Abstract

Recent academic studies on aristocratic Georgian women as political hostesses, confidantes and campaigners have highlighted their ability to influence the course of events; their philanthropic peers, however, who initiated the process of reform, remain underexplored. The life of the Anglo-Irish Catholic Marchioness of Buckingham, who married into the Protestant Whig Grenville family, will be used as a lens through which to examine continuity and change in noble philanthropic practice in late eighteenth-century England. Her charitable activities will be placed within the broader context of traditional elite support for local communities. By showing that Lady Buckingham was empowered by her Catholicism and her status, the thesis will demonstrate that the organised philanthropy of the Victorian age had its roots in the Georgian era and was not the exclusive preserve of middling-sort Anglicans, as the literature has tended to imply.The thesis will show that refugees of the French Revolution brought English aristocrats face to face with the consequences of disruption to the social order.

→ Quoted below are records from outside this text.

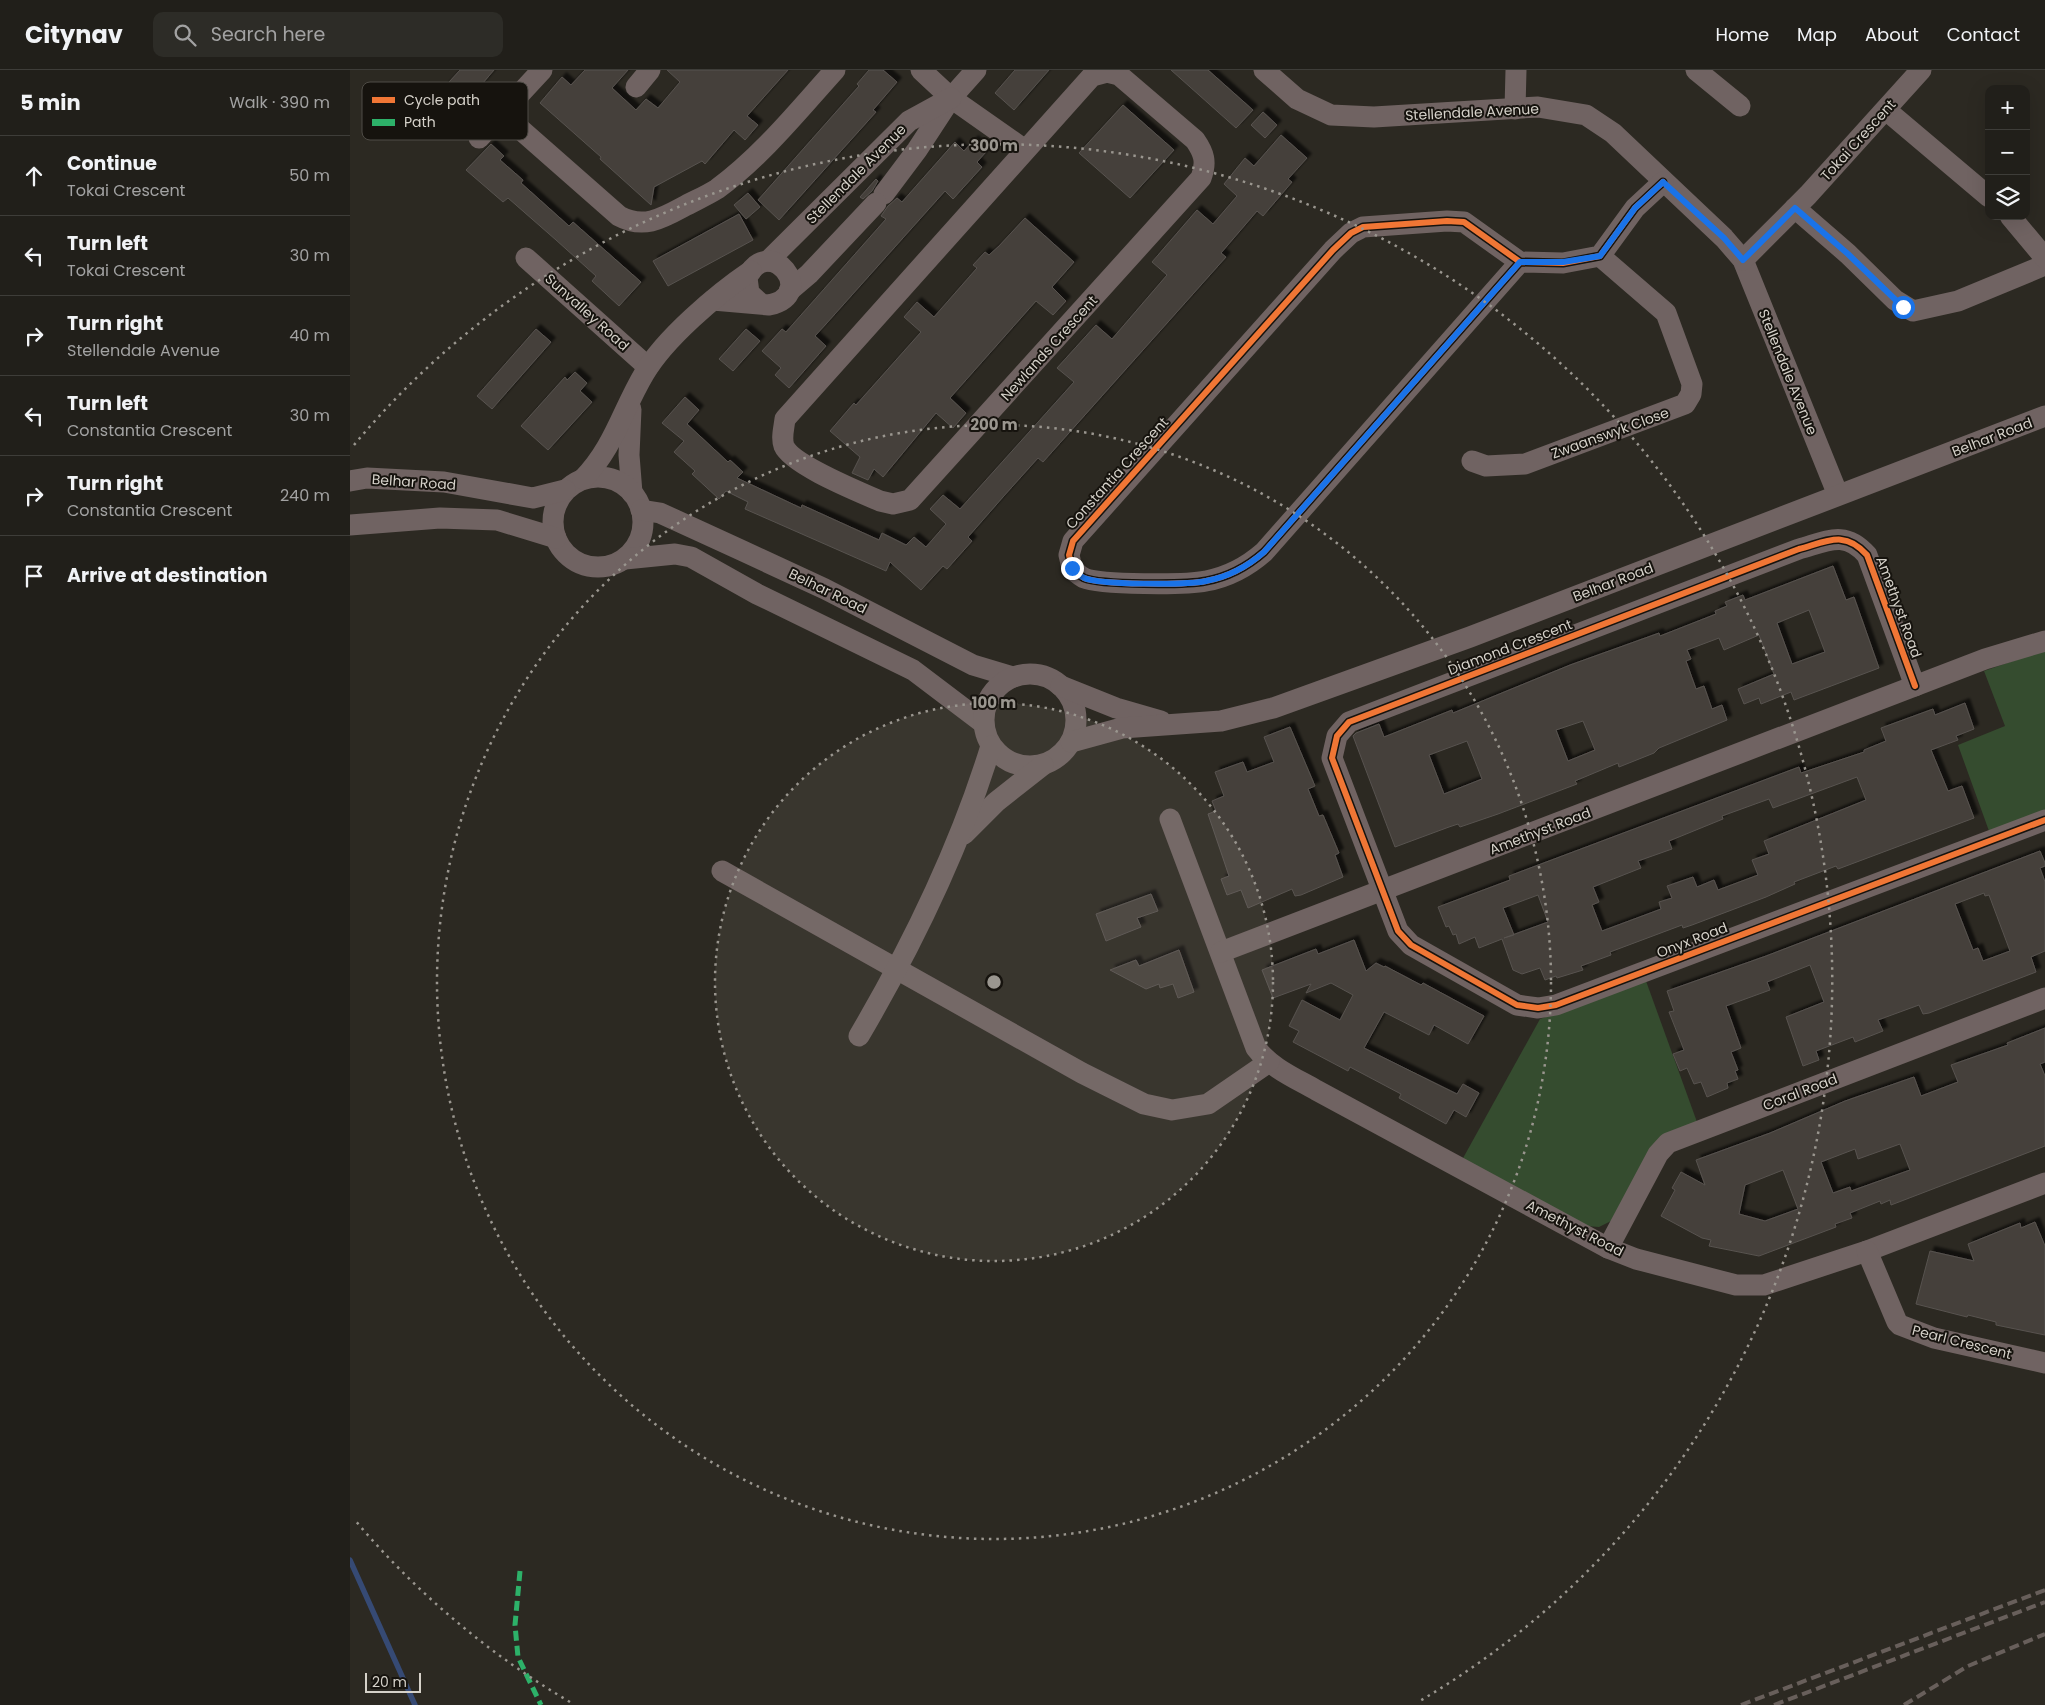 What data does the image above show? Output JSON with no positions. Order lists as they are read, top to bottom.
{
  "streets": {
    "street": [
      "Stellendale Avenue",
      "Tokai Crescent",
      "Sunvalley Road",
      "Newlands Crescent",
      "Zwaanswyk Close",
      "Belhar Road",
      "Constantia Crescent",
      "Amethyst Road",
      "Diamond Crescent",
      "Onyx Road",
      "Coral Road",
      "Pearl Crescent"
    ]
  },
  "crossings": [
    ["Stellendale Avenue", "Tokai Crescent"],
    ["Stellendale Avenue", "Sunvalley Road"],
    ["Stellendale Avenue", "Belhar Road"],
    ["Amethyst Road", "Diamond Crescent"],
    ["Amethyst Road", "Onyx Road"],
    ["Amethyst Road", "Coral Road"],
    ["Amethyst Road", "Pearl Crescent"],
    ["Diamond Crescent", "Onyx Road"]
  ],
  "legend": ["Cycle path", "Path"],
  "scale_bar": "20 m",
  "page": {
    "header": "Citynav",
    "search": "Search here",
    "nav": [
      "Home",
      "Map",
      "About",
      "Contact"
    ],
    "heading": ["5 min", "Walk · 390 m"],
    "map_buttons": ["+", "−"],
    "list": [
      ["Continue", "Tokai Crescent", "50 m"],
      ["Turn left", "Tokai Crescent", "30 m"],
      ["Turn right", "Stellendale Avenue", "40 m"],
      ["Turn left", "Constantia Crescent", "30 m"],
      ["Turn right", "Constantia Crescent", "240 m"],
      "Arrive at destination"
    ],
    "scale": "20 m"
  },
  "rings": ["300 m", "200 m", "100 m"]
}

The upheaval induced anxiety amongst the aristocracy and made them seek ways to justify and secure their status; it also gave opportunities for women to develop their organisational and practical skills by introducing new objects for their concern. Lady Buckingham, acting in concert with her husband, increased the scope of her benevolent activity by providing support to emigres who all shared her religion, and many of whom were of her gender and status. Her increasing awareness of her own capabilities was accompanied by a growing consciousness of the influence she could exert.